Maybe you've heard about the mess we have here this week. It has put Maryland in the national political news for the first
time since, well, February, when our state's venerable 84-year-old comptroller was shown round the clock on CNN commanding
a young female aide to "walk again" so he could ogle her derriere at a public Board of Estimates meeting. (He was
heartily voted out of office on Tuesday, by the way, thanks to we registered Democrats, who were way beyond sick of him.)
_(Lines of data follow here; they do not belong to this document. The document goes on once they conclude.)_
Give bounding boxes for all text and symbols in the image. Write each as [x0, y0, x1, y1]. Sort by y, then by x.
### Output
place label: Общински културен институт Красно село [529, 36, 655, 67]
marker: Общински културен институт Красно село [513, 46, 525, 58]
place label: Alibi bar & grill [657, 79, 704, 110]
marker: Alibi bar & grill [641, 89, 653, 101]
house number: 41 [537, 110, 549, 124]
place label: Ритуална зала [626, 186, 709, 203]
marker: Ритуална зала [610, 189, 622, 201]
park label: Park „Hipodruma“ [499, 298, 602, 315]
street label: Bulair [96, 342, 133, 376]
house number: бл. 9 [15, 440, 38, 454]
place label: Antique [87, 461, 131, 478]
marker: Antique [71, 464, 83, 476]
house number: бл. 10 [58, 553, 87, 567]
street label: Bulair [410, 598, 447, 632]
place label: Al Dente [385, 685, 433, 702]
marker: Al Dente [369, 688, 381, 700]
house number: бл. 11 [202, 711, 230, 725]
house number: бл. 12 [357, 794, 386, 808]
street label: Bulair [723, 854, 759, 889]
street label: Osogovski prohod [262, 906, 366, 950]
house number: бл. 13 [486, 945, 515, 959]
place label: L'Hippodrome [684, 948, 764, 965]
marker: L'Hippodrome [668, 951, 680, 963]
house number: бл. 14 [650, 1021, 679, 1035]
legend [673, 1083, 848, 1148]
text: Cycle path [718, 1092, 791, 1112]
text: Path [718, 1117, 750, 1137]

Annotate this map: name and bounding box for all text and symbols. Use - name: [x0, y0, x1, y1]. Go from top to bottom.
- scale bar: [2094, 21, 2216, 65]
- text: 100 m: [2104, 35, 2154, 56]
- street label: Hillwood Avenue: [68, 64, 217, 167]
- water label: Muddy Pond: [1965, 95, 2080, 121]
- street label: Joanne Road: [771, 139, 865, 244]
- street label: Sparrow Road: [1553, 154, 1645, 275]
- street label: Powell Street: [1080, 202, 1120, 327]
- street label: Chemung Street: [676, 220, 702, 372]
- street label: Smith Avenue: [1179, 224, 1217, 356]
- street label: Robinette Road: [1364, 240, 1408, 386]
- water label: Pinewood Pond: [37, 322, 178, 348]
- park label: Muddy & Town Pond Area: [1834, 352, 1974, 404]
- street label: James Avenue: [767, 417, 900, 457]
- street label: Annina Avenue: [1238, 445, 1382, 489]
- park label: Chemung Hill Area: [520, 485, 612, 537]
But now Maryland has new electoral dirt cascading across national TV news screens. The gist of it, for those of you beyond
the physical reach of our state's latest mudslide, is that the inaugural statewide use of Maryland's new electronic voting
system on Tuesday proved to be a disaster. Technical problems, staff cluelessness, volunteer shortages and flat-out incompetence
brought voting to an outright halt in places. Electoral workers couldn't get machines to function. Polling places failed to
open, then ran out of paper ballots as stand-ins for the idle machines. In one politically prominent county, electoral staff
delivered the electronic machines to polling places but not the ATM-like cards that voters need to use them, resulting in
near-insurrection as voting was delayed for hours. In Baltimore, many poll volunteers failed to show up or were stymied by
inaccurate electronic voter lists. The fallout: voters are enraged, ass-covering intra-government accusations are flying like
bullets, some races are still in doubt, and the pundit quip-of-the-moment here is that losing candidates were lining up outside
of courthouses early Wednesday waiting for the doors to open so they could file lawsuits.
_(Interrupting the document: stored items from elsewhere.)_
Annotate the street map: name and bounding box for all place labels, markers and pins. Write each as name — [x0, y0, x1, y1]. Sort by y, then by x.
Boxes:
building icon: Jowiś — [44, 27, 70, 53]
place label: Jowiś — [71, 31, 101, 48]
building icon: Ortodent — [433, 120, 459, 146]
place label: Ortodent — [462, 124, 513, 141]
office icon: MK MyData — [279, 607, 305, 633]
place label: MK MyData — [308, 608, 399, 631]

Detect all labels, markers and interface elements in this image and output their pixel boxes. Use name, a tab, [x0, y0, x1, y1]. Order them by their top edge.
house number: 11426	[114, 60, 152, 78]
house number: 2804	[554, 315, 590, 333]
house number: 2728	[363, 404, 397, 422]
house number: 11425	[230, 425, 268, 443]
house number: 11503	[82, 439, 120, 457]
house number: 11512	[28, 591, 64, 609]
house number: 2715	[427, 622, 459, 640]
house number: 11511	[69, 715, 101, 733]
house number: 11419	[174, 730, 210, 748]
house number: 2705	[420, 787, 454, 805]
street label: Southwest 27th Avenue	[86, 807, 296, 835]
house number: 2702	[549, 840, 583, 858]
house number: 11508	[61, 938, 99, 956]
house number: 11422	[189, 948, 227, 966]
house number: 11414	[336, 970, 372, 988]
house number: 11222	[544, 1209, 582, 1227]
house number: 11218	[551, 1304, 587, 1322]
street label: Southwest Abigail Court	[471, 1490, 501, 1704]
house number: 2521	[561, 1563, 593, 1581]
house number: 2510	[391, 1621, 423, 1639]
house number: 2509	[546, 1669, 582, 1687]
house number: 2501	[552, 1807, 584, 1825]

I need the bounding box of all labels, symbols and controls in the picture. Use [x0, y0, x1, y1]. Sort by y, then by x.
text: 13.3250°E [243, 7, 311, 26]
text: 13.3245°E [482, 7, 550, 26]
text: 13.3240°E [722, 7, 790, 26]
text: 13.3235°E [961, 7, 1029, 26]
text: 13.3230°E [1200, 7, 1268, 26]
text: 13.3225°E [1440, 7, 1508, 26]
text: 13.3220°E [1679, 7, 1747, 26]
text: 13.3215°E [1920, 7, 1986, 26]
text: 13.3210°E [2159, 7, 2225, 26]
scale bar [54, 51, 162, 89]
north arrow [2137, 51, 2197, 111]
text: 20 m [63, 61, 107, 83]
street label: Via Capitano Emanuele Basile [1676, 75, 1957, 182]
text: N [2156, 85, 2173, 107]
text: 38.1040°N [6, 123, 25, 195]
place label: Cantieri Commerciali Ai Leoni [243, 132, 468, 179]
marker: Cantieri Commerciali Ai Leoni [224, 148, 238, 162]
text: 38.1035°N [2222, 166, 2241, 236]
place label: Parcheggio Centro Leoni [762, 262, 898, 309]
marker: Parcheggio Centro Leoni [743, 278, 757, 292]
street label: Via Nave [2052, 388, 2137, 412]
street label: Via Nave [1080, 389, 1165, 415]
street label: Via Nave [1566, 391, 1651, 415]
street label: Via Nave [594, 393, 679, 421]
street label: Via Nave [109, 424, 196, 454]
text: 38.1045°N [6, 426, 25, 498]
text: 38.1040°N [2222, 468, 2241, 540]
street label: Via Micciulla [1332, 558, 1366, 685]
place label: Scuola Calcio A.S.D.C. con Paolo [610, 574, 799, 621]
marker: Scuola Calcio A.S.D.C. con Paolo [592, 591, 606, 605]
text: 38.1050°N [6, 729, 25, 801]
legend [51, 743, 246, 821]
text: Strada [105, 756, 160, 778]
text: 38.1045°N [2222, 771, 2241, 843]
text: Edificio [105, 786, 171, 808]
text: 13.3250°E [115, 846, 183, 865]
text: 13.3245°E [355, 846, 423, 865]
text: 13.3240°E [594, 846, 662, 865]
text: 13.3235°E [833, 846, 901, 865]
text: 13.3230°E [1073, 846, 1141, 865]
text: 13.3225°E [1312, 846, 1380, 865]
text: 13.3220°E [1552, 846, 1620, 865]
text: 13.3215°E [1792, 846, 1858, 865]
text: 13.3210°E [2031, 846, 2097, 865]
There is plenty of blame to go around: the years of serial screw-ups by the head of the state's Board of Elections, who
stonewalled the wholesale purchase and installation of the electronic system against widespread public misgivings and never
addressed the system's widely-publicized glitches and vulnerabilities to hacking; the jaw-dropping incompetence of other electoral
officials; the shortage of poll volunteers willing to work long hours for a pittance; the machines themselves, manufactured
by major Bush funder Diebold, which have figured nationally in, er, questionable Republican victories.
So what does all of this mean for the nation's more than 200 million non-Marylanders? Plenty:
-- It means that, once again, electronic voting (especially without a voter-verified paper trail, which Maryland lacks)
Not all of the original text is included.